Executivos de bancos de alimentos afirmam estar agradecidos com a generosidade. Dependentes das doações públicas e de empresas privadas de alimentos, eles não se encontram em posição de recusar fornecimento extra. "Isso é uma dádiva para as pessoas que ajudamos", diz Natalie Jayroe, executiva-chefe do Second Harvest Food Bank de Nova Orleans.

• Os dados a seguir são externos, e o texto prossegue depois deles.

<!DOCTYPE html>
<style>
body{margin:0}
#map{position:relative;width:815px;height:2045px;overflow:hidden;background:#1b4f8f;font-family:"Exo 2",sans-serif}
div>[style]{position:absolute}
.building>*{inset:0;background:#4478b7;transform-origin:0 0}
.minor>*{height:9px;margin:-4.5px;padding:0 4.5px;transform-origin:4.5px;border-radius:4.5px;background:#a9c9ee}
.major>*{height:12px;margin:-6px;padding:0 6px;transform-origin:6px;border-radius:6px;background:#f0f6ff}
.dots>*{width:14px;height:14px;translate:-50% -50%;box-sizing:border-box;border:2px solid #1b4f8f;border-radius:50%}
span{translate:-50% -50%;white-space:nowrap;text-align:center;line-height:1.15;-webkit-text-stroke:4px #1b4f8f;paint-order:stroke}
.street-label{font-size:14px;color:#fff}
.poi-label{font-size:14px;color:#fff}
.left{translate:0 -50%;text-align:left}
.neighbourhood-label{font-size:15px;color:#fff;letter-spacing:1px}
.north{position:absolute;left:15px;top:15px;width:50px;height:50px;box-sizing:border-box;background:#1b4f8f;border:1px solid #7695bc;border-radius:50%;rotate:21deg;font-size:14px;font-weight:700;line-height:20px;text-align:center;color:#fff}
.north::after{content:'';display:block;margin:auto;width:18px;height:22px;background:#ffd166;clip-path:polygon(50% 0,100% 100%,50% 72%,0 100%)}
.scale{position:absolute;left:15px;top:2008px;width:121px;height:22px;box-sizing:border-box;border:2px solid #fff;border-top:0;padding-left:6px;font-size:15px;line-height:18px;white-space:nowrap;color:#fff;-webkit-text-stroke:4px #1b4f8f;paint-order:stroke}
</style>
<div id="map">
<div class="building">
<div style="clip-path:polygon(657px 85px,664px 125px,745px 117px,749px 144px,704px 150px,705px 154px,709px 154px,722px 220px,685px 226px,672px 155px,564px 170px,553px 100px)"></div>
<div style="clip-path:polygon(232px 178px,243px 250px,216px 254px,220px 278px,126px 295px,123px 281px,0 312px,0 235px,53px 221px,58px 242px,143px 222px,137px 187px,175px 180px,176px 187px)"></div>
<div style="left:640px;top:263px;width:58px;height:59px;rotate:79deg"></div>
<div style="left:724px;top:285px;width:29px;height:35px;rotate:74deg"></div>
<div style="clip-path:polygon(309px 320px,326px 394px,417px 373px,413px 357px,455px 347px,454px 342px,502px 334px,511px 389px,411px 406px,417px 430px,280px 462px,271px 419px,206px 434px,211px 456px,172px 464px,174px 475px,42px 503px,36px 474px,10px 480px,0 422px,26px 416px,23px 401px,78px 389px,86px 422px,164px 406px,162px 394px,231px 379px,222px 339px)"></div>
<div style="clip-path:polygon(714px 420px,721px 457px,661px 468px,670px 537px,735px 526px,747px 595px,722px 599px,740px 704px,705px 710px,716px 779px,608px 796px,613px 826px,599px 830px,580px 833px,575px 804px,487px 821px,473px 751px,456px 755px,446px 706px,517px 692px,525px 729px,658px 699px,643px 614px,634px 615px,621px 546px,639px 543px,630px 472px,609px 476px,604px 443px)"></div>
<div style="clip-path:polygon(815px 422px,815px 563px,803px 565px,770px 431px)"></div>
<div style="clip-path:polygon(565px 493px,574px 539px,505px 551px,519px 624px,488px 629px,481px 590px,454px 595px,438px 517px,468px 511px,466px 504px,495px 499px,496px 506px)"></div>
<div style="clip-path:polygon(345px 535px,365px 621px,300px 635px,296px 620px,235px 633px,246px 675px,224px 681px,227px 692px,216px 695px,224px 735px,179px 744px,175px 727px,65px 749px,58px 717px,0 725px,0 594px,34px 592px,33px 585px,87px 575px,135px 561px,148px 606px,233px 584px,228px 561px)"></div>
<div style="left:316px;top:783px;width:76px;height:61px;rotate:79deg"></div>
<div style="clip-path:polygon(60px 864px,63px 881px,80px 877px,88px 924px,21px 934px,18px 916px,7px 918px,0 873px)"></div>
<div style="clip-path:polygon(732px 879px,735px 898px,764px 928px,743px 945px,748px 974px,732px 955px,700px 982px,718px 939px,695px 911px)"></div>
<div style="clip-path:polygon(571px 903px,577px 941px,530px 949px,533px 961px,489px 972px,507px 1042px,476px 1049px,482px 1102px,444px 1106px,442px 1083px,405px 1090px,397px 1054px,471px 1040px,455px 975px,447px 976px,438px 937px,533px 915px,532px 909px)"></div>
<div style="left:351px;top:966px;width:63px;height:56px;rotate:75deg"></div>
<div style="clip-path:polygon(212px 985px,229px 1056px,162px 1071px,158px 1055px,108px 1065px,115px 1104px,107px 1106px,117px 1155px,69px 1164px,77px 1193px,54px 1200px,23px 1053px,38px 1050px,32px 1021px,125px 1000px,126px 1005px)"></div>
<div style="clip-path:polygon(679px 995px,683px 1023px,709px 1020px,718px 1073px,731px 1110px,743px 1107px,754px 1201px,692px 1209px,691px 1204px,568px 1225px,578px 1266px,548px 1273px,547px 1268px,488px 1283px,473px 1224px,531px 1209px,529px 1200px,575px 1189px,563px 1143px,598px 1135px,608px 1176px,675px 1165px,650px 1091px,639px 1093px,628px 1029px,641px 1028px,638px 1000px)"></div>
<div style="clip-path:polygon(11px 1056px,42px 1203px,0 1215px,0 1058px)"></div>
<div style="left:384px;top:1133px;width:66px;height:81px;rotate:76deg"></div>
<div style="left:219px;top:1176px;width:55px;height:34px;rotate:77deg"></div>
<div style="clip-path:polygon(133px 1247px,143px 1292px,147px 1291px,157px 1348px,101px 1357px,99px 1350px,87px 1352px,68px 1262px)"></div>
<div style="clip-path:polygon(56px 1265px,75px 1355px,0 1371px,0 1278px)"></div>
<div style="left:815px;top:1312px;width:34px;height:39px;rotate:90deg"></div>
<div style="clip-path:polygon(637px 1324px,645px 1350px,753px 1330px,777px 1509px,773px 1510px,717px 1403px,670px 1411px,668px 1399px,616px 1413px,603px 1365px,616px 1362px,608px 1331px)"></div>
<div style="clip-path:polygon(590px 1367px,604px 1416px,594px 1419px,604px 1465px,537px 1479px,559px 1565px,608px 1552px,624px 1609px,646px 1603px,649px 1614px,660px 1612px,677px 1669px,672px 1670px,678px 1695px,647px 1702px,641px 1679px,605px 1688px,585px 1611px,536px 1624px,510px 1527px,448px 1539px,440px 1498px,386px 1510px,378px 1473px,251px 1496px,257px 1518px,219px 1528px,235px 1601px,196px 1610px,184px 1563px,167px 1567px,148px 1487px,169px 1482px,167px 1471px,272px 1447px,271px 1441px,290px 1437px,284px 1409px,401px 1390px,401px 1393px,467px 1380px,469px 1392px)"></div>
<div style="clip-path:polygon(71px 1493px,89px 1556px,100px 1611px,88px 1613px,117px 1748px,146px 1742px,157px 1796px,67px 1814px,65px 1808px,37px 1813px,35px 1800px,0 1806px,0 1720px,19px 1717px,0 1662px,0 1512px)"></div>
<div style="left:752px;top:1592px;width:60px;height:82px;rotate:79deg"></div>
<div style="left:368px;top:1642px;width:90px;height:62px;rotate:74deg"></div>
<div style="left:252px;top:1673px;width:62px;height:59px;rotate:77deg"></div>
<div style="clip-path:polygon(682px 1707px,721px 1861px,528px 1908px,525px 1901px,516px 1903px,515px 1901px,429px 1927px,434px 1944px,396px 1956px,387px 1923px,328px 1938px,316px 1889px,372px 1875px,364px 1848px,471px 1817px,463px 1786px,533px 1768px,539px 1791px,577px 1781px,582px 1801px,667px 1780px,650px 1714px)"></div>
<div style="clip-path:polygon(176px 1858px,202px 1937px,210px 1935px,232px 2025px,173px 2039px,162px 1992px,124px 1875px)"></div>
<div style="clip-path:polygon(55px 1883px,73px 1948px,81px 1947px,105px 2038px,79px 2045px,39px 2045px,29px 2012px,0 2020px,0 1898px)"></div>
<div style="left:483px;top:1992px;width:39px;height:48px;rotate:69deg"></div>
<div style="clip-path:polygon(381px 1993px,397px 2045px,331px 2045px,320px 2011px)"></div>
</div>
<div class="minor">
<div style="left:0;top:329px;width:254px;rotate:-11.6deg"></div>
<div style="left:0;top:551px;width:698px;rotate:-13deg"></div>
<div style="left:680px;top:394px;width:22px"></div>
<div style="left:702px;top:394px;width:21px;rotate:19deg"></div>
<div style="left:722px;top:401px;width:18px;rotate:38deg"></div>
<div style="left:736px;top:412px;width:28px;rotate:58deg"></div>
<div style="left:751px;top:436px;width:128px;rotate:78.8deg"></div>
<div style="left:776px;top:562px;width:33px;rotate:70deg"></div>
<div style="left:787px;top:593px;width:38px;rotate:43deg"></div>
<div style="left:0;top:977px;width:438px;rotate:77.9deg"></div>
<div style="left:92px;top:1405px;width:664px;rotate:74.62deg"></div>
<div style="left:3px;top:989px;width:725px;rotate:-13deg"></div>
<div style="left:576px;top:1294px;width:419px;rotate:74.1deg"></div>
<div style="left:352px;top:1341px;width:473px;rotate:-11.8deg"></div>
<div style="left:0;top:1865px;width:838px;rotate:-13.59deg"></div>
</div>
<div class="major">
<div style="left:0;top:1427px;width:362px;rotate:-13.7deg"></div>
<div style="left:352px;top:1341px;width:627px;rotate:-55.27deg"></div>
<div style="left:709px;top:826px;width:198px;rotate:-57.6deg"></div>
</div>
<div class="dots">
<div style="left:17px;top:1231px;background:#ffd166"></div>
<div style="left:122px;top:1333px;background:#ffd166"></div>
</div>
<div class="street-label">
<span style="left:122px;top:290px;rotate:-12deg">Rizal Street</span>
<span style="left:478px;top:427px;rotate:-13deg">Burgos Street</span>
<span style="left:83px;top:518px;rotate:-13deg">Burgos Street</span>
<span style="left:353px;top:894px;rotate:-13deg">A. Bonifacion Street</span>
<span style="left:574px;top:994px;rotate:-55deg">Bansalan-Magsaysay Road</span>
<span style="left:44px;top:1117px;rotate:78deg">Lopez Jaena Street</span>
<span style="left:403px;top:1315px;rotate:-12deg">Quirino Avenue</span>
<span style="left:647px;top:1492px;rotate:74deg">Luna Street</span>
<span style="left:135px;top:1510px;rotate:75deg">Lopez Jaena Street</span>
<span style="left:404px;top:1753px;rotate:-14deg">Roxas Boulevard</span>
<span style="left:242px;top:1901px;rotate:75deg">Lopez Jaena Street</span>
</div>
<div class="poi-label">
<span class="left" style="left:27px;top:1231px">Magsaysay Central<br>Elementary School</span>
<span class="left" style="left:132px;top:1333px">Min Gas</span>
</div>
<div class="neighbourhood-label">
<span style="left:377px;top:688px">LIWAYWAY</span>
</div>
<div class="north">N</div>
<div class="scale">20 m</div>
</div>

Cerca de 40 milhões americanos vivem em lares sem alimentação garantida. Muitos dependem de alimentação de emergência entregue por instituições de caridade em geral pequenas e baseadas em igrejas e centros sociais, e armazenada pelos bancos de alimentos. Mas armazenar e transportar essas compras será um desafio, afirmam líderes de bancos de alimentos. O leite poderá ser a maior dificuldade, por causa de seu prazo de validade curto. O governo anunciou compras de até US$ 84,9 milhões em queijos e leite fresco. As tarifas sobre laticínios na China e México custarão aos produtores US$ 4,5 bilhões até o fim de 2019, de acordo com um estudo encomendado pelo US Dairy Export Council.

Os bancos de alimentos costumam receber pouco leite fresco, e ele sempre chega pouco antes do fim do prazo de validade. Mas nas últimas semanas, o governo começou a enviar uma caravana de caminhões de transporte de leite, em um novo e separado programa de compras. Para executivos, é uma amostra da movimentação que o programa causará.

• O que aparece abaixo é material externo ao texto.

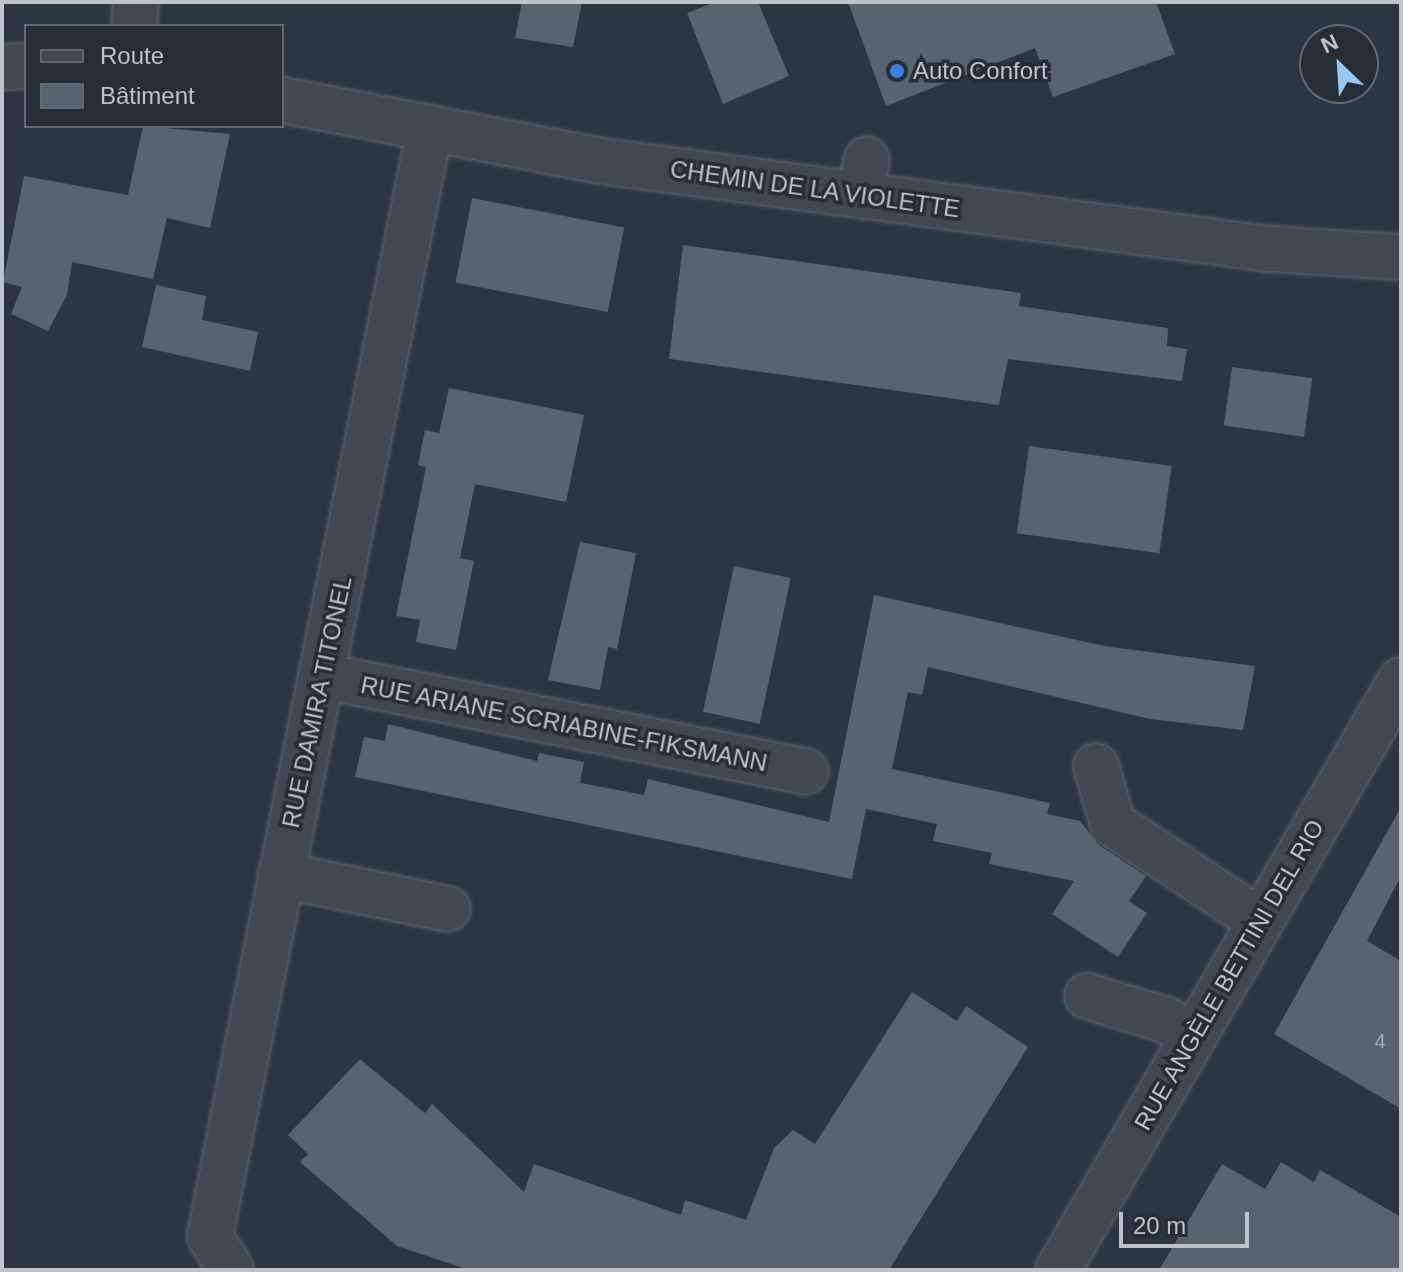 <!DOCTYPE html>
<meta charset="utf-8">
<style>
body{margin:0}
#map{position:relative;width:1403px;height:1272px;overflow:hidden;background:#2a3742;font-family:Arial,sans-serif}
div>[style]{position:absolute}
.building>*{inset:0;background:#55646e;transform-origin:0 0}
.roads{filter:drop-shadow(0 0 2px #5c666f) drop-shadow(0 0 2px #5c666f)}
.minor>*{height:44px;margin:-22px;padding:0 22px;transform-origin:22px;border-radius:22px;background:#3e4952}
.dots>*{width:22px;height:22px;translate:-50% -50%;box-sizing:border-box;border:4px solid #232e37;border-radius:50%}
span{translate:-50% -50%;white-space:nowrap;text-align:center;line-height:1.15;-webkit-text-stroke:7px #232e37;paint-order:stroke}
.number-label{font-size:20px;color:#a2abb4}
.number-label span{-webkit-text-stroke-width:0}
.poi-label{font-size:24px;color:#bbc3cb}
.left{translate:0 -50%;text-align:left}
.street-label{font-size:24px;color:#bbc3cb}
.frame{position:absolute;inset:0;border:4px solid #bbc3cb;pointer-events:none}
.legend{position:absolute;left:24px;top:24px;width:260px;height:104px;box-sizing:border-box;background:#232e37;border:2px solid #606a72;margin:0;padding:10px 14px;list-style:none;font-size:24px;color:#bbc3cb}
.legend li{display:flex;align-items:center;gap:16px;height:40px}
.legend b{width:40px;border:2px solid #606a72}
.north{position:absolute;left:1299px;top:24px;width:80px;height:80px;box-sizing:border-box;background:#232e37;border:2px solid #606a72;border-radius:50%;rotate:335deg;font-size:22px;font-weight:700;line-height:32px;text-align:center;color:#bbc3cb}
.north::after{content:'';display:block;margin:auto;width:28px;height:36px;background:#9cc6f0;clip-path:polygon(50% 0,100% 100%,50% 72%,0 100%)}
.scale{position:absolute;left:1119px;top:1212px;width:130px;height:36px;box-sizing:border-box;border:4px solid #bbc3cb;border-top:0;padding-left:10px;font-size:24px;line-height:28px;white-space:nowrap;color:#bbc3cb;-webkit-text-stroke:6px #232e37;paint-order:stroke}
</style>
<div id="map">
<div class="building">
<i style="clip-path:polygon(522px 2px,582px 2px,573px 47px,515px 38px)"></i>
<i style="clip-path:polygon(715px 2px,758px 2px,789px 76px,723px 104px,687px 13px)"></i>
<i style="clip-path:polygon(848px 2px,1156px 2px,1175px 54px,1053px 97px,1035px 48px,886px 106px)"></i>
<i style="clip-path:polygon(143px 126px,230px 134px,210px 228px,167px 218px,153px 279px,72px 262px,67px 295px,48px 331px,11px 314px,22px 287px,3px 282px,24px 176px,128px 195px)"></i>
<i style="left:472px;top:198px;width:155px;height:86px;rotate:11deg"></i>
<i style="clip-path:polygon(683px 245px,1021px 293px,1019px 306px,1168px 328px,1167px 346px,1187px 349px,1182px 381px,1008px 359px,999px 405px,669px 359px)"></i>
<i style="clip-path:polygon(156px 285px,206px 296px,202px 320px,258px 332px,250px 371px,142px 347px)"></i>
<i style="left:1232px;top:367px;width:81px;height:59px;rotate:8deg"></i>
<i style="clip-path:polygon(449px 388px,584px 415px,566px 502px,475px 484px,460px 558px,474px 561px,456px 650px,416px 642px,420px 620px,396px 616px,426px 467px,418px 465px,425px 430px,439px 433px)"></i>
<i style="left:1029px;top:446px;width:144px;height:88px;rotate:8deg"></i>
<i style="clip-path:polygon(580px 542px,636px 553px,617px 649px,608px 647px,600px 690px,548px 680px)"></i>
<i style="left:734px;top:566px;width:58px;height:149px;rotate:12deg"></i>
<i style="clip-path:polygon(874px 595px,1104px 646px,1255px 666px,1243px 730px,1150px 719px,928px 667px,922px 695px,908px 692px,892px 769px,1050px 803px,1047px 814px,1080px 821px,1099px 845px,1146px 876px,1129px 901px,1147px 913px,1118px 957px,1052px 914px,1074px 881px,989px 864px,992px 853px,933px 841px,937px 824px,866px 809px,852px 879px,355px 777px,364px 737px,385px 741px,388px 724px,537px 761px,539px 753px,584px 762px,580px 783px,644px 795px,648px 779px,829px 822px)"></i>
<i style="clip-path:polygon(1401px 807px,1401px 876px,1367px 941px,1401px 961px,1401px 1109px,1274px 1034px)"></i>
<i style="clip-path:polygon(912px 992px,957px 1021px,966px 1006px,1028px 1047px,889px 1270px,469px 1270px,397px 1246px,300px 1162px,308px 1154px,288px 1135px,360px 1059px,425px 1113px,432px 1104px,524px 1192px,534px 1164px,681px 1215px,685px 1200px,746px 1220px,774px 1148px,793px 1130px,815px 1144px)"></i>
<i style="clip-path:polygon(1281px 1162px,1314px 1182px,1320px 1170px,1401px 1217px,1401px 1270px,1159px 1270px,1222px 1164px,1265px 1189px)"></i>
</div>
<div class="roads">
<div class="minor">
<i style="left:134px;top:26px;width:24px;rotate:-85deg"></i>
<i style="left:2px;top:67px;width:24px;rotate:-2deg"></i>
<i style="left:282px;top:100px;width:325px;rotate:10.8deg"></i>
<i style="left:601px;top:161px;width:674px;rotate:7.5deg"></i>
<i style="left:1269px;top:249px;width:132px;rotate:3.5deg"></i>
<i style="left:861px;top:195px;width:36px;rotate:-81deg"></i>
<i style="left:323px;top:676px;width:492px;rotate:11.2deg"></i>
<i style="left:1096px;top:766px;width:60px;rotate:73.7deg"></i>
<i style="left:1113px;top:824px;width:176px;rotate:33.4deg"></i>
<i style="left:281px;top:875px;width:170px;rotate:11.5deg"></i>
<i style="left:1087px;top:996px;width:83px;rotate:16.9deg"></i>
<i style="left:1166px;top:1020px;width:32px;rotate:32deg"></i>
<i style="left:231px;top:1270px;width:40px;rotate:-122deg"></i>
<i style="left:210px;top:1236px;width:1130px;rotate:-78.77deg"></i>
<i style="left:1058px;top:1270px;width:682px;rotate:-59.83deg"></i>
</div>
</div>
<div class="dots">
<i style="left:897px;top:71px;background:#3f7fe0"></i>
</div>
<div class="number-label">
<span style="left:1380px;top:1041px">4</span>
</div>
<div class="poi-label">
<span class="left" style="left:913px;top:71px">Auto Confort</span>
</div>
<div class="street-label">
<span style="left:815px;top:189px;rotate:8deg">CHEMIN DE LA VIOLETTE</span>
<span style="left:317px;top:702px;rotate:-78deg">RUE DAMIRA TITONEL</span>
<span style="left:564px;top:724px;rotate:11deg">RUE ARIANE SCRIABINE-FIKSMANN</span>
<span style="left:1229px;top:975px;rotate:-60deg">RUE ANGÈLE BETTINI DEL RIO</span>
</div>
<div class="frame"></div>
<ul class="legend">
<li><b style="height:10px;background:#3e4952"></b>Route</li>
<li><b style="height:22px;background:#55646e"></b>Bâtiment</li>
</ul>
<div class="north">N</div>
<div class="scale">20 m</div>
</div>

Greene afirma esperar em outubro até oito caminhões por semana, em comparação aos normais um ou dois semanais. Ele vem encorajando as despensas de alimentos a permitir que famílias retirem produtos com maior frequência.

Sonny Perdue, secretário da Agricultura dos EUA, diz acreditar que haverá demanda suficiente para o excedente. "Seria uma tristeza na América e no mundo se afirmássemos que não precisamos de mais alimentos", disse ele na semana passada em uma entrevista.

Segundo ele, as expedições foram projetadas para alcançar os destinatários num ritmo calculado. "Os alimentos não serão despejados todos ao mesmo tempo". Seu departamento não tomou nenhuma decisão sobre mais recursos para os bancos de alimentos, mas Perdue disse: "Trabalharemos na questão dos custos adicionais que eles poderão ter na distribuição".

Borgic também faz parte do conselho do Central Illinois Foodbank, com sede em Springfield. Ele e outros criadores de suínos trabalharam nos últimos anos para fornecer mais proteína aos bancos de alimentos, incluindo carne suína.